UN should support ICC investigations into links between corrupt business and war crimes in DRC

TI calls on UN to provide Chief Prosecutor of International Criminal Court with full access to UN Panel findings on plunder of natural resources in DRC

Issued by Transparency International Secretariat



The United Nations Security Council should provide Luis Moreno Ocampo, the Chief Prosecutor of the International Criminal Court (ICC), with all the information gathered on the Democratic Republic of Congo (DRC) by the UN Panel of Experts, according to Transparency International (TI), the leading international non-governmental organisation engaged in the fight against corruption worldwide. The report by the UN Panel of Experts on the Illegal Exploitation of Natural Resources and Other Forms of Wealth of the DRC will be considered by the UN Security Council later this month.

"When the UN Security Council considers the Panel's report, it should offer its full support to the International Criminal Court's investigations," said TI Chairman Peter Eigen. "It is essential that the link between corrupt dictators and war crimes is investigated, but also that international business is fully aware that criminal collusion with regimes that abuse human rights is not only a crime against the people of the country concerned, but also illegal under the OECD Anti-Bribery Convention, which came into force in 1999."

"More than 3 million people have been killed in the conflict in DRC. Given the human tragedy in the areas where the looting is mainly taking place, it is not acceptable that the companies and other actors who colluded in the illegal exploitation can simply walk away from their liability with the blessing of the international community," said Eigen.

TI strongly disagrees with the impunity that the Panel report grants to the perpetrators of the looting in DRC, and expresses reservations regarding what have been defined in the report, chaired by Mahmoud Kassem, as resolved or provisionally resolved cases.

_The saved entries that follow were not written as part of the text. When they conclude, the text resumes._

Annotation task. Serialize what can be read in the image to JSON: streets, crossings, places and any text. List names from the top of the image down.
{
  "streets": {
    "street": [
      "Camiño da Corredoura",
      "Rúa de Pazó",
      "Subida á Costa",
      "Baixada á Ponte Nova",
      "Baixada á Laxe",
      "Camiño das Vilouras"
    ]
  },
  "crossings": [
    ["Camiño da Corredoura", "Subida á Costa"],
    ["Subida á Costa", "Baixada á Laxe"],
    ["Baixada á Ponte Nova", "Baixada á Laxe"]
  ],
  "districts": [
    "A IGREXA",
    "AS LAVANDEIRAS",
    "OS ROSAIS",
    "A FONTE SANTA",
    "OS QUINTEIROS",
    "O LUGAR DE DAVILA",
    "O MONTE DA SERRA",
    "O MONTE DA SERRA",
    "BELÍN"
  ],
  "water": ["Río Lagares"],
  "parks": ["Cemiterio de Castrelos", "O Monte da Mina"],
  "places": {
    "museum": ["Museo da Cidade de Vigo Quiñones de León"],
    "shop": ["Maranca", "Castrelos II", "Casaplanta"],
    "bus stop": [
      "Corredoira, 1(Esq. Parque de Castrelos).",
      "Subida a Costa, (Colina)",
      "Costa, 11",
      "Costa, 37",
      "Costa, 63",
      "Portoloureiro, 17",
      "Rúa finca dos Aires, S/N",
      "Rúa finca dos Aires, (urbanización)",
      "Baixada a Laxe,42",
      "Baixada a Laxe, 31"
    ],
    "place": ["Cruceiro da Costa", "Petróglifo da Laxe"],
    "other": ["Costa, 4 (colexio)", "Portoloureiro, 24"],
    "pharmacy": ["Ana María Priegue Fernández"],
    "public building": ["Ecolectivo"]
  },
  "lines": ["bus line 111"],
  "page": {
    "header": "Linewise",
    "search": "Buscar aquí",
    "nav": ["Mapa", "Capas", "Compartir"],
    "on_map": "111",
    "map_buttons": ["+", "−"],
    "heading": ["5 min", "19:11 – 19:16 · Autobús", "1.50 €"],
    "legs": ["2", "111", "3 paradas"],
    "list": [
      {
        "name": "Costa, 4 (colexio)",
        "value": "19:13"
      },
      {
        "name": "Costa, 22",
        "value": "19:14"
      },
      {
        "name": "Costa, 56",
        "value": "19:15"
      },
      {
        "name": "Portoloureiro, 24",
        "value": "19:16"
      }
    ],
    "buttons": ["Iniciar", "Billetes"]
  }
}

TI Regional Director for Africa Muzong Kodi said that this "sets a dangerous precedent that will damage the credibility of the international system and undermine the rules, values and aspirations reflected in the OECD Anti-Bribery Convention, the OECD Guidelines for Multinational Enterprises and other international instruments that set standards for international business. The Kassem Panel has gone beyond its mandate by absolving a whole category of companies that were on the list published by the previous Panel."

The ICC Chief Prosecutor, Luis Moreno Ocampo, has explicitly said that investigations into war crimes, for instance in DRC, will include investigations of corruption. Upon his appointment in April 2003, he said: "Mass killings and corruption are two kinds of abuse of power, generally used together against poor people. Dictators who are killing people usually have millions in secret accounts, and the ICC will investigate and prosecute them."

Muzong Kodi said today: "The UN Panel report includes some excellent recommendations, especially the implementation of the Publish What You Pay initiative in DRC. In conflict zones, the trade in arms, diamonds and oil has exacerbated the ferocity of the fighting and abuse of human rights, and international companies have a moral obligation to disclose any payments made to host governments or state companies."

While the UN Panel's report explicitly states that "the flow of arms, the illegal exploitation of natural resources and the continuation of the conflict are inextricably linked", the report does not provide any estimation of the loss in resources caused to DRC by the illegal exploitation of its wealth, nor any recommendation on how to hold accountable and liable the authors and accomplices.

TI urges the UN Security Council, OECD governments, the DRC, the governments of its neighbouring states, the companies listed in the Annex to the Report and other stakeholders, to collaborate in establishing a reparations mechanism. TI suggests the creation of a Development Fund that will ensure the implementation of the quick impact projects recommended by the Panel for the benefit of the local communities in the areas of conflict. TI encourages the international community to help implement these important recommendations and establish effective monitoring mechanisms that ensure transparency, accountability and corporate responsibility.

TI also supports the reinforcement of the Kimberley Process of certification of the source of diamonds in order to curb the illegal trade in diamonds from conflict zones. To make this possible in DRC, TI agrees with those calling for a strong and central government in DRC capable of controlling its territory and its borders. "Such a government must, however, be accountable for its budget and expenditures, and co-operate with the Publish What You Pay initiative," said Muzong Kodi. "A strong government must establish whistleblower protection mechanisms and foster the strengthening of civil society organisations to monitor these processes on the ground."

TI, Global Witness and other civil society organisations have joined together in the Publish What You Pay campaign to urge international regulators such as the Securities and Exchange Commission in the US to require oil, gas and mining companies to publish taxes, fees, royalties and other payments made to each host government as a condition for stock exchange listing.